(ABOUT THIS TASK): How many lines in the data hold the string "body"? State the number alone.

(RECORD EXCERPTS):
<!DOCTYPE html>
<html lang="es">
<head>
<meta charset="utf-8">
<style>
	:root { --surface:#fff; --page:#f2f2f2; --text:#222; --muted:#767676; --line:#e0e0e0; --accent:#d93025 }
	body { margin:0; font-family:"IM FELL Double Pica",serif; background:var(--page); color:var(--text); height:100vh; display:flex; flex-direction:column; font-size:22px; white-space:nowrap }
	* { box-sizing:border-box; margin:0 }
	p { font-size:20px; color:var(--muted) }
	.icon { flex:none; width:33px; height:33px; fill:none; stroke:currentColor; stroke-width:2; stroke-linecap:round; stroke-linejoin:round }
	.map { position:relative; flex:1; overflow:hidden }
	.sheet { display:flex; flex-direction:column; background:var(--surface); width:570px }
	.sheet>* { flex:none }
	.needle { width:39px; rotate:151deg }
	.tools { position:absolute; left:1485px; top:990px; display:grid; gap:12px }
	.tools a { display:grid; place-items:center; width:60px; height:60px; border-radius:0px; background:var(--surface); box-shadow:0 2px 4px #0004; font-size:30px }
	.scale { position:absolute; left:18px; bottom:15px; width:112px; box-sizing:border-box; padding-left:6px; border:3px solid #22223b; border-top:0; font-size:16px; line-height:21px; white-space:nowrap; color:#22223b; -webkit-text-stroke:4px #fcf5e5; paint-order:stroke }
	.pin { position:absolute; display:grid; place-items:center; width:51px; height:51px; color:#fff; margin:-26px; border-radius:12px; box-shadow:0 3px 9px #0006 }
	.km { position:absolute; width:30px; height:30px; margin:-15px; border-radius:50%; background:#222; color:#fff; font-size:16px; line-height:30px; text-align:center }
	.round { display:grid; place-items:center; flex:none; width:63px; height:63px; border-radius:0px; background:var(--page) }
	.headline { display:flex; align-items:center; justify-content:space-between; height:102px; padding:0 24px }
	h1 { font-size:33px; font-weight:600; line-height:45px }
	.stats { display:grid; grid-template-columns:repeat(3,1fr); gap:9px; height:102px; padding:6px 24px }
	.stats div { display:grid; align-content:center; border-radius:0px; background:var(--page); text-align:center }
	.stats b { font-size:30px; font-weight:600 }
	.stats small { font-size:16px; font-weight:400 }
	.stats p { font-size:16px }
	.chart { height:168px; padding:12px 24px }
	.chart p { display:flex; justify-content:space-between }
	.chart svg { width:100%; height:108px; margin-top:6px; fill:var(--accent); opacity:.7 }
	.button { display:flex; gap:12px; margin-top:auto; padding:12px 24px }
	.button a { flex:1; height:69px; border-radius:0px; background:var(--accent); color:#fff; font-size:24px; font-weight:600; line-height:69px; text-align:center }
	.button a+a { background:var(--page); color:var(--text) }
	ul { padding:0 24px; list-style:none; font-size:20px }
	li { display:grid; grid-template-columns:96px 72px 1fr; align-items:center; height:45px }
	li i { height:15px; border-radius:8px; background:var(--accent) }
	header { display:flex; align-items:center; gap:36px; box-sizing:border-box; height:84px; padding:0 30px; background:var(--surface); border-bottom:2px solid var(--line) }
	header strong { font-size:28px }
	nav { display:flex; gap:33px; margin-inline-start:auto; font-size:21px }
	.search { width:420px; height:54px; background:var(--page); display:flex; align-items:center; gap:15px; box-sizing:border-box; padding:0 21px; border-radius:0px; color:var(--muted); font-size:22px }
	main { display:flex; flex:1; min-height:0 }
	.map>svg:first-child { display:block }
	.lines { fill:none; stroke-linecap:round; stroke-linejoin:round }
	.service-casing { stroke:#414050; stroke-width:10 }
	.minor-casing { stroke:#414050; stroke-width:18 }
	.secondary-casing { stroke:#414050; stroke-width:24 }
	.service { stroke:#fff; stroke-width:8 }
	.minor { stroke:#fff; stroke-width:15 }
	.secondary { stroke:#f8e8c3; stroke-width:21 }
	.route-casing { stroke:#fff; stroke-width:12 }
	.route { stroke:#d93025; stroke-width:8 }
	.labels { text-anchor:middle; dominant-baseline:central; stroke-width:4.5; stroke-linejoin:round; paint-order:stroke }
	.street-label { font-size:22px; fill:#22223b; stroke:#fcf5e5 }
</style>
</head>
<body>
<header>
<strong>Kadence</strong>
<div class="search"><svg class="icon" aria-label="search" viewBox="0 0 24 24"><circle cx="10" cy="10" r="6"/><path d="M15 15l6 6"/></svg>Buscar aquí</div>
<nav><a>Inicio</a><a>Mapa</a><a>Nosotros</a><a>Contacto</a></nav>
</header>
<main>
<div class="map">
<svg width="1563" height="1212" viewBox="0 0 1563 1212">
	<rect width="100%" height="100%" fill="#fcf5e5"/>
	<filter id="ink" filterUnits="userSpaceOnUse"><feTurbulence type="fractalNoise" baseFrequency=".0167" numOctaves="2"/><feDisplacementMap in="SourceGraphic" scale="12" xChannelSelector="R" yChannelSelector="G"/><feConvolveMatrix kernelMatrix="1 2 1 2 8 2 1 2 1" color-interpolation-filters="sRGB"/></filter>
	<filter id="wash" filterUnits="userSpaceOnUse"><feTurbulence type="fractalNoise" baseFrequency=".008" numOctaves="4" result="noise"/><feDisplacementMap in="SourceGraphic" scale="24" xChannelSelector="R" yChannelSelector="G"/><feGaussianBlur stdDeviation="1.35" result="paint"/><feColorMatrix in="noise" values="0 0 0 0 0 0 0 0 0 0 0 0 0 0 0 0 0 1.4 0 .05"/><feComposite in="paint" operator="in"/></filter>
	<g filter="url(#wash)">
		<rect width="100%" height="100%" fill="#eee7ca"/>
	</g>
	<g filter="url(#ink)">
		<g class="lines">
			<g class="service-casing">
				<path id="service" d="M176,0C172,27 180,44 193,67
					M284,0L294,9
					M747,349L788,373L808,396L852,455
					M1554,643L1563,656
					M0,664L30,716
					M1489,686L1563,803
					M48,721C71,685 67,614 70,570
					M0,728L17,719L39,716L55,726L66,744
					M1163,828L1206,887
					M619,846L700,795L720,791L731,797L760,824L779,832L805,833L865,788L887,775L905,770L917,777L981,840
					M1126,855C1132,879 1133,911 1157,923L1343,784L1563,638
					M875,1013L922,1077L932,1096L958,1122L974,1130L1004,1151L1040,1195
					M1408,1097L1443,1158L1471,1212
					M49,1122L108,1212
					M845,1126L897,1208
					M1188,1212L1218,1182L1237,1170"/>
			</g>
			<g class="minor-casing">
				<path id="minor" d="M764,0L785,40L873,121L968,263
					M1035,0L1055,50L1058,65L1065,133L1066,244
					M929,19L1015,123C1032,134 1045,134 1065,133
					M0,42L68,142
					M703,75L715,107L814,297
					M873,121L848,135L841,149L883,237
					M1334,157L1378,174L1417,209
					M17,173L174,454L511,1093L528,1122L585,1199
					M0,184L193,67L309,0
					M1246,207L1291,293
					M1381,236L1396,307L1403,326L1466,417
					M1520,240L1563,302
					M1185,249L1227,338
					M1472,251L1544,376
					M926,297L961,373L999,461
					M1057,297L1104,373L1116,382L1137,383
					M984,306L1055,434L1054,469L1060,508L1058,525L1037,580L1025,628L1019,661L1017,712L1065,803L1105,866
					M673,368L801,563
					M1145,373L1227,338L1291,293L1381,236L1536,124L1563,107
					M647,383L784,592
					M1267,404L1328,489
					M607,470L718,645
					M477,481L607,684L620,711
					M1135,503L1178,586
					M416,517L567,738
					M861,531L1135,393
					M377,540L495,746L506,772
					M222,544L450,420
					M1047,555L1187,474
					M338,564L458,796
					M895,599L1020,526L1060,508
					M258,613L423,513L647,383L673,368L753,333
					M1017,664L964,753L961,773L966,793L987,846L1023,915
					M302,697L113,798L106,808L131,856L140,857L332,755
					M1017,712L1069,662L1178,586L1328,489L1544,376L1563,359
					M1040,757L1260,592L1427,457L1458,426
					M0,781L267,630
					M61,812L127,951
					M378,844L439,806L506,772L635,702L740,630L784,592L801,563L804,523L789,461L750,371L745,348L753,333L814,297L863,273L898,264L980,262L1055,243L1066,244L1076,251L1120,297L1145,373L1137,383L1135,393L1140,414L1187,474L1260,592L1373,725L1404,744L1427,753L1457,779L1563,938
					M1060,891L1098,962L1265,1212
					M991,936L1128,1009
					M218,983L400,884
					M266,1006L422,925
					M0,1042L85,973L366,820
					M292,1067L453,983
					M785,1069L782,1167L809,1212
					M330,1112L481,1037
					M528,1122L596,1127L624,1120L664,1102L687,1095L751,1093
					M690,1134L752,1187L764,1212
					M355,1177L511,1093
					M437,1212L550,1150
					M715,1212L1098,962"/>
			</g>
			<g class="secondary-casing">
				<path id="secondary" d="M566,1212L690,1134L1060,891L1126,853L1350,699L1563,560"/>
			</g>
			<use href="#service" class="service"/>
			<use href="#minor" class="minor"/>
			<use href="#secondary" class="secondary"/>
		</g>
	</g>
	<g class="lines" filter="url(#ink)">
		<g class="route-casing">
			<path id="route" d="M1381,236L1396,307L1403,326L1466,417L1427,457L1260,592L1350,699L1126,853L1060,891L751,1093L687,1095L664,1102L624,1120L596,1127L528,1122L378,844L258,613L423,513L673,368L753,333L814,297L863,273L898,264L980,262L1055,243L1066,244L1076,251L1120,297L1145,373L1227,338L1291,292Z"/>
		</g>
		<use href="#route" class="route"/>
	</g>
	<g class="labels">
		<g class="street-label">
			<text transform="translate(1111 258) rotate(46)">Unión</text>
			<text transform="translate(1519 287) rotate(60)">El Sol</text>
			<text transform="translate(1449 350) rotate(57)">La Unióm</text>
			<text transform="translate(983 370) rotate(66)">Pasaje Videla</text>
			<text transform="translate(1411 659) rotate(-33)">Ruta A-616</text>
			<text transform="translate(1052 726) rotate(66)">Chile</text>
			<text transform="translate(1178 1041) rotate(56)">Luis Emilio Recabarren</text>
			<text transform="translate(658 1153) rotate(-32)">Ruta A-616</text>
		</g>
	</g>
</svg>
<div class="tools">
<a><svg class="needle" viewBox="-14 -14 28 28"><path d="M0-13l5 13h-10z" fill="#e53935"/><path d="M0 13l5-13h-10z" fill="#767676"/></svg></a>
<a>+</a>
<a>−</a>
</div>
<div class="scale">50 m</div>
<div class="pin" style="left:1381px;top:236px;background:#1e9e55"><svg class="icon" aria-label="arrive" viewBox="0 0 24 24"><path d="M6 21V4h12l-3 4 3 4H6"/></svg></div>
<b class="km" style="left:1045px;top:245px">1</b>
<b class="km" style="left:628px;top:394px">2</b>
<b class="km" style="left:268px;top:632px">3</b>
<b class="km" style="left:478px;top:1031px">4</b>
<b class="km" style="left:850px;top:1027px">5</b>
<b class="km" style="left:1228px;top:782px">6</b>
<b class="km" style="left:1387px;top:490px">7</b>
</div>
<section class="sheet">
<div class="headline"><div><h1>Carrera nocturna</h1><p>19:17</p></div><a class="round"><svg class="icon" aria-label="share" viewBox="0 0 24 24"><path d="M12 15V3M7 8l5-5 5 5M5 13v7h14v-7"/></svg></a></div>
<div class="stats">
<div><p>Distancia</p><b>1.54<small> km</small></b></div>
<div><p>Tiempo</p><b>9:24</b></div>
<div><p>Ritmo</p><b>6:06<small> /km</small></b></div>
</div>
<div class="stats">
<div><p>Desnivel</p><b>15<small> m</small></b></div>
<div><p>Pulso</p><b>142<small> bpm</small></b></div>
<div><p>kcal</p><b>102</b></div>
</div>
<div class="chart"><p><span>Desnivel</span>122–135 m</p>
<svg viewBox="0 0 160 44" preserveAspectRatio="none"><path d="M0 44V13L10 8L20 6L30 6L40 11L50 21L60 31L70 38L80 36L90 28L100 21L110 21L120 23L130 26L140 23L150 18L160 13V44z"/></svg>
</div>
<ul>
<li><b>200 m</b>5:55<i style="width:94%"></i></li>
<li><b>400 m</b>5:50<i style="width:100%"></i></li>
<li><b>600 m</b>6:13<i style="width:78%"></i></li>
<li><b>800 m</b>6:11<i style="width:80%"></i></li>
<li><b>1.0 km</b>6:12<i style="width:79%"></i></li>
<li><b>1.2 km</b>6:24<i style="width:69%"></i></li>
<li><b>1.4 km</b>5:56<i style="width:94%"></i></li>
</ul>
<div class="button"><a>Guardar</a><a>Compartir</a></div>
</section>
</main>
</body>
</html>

(SOLUTION BELOW): 3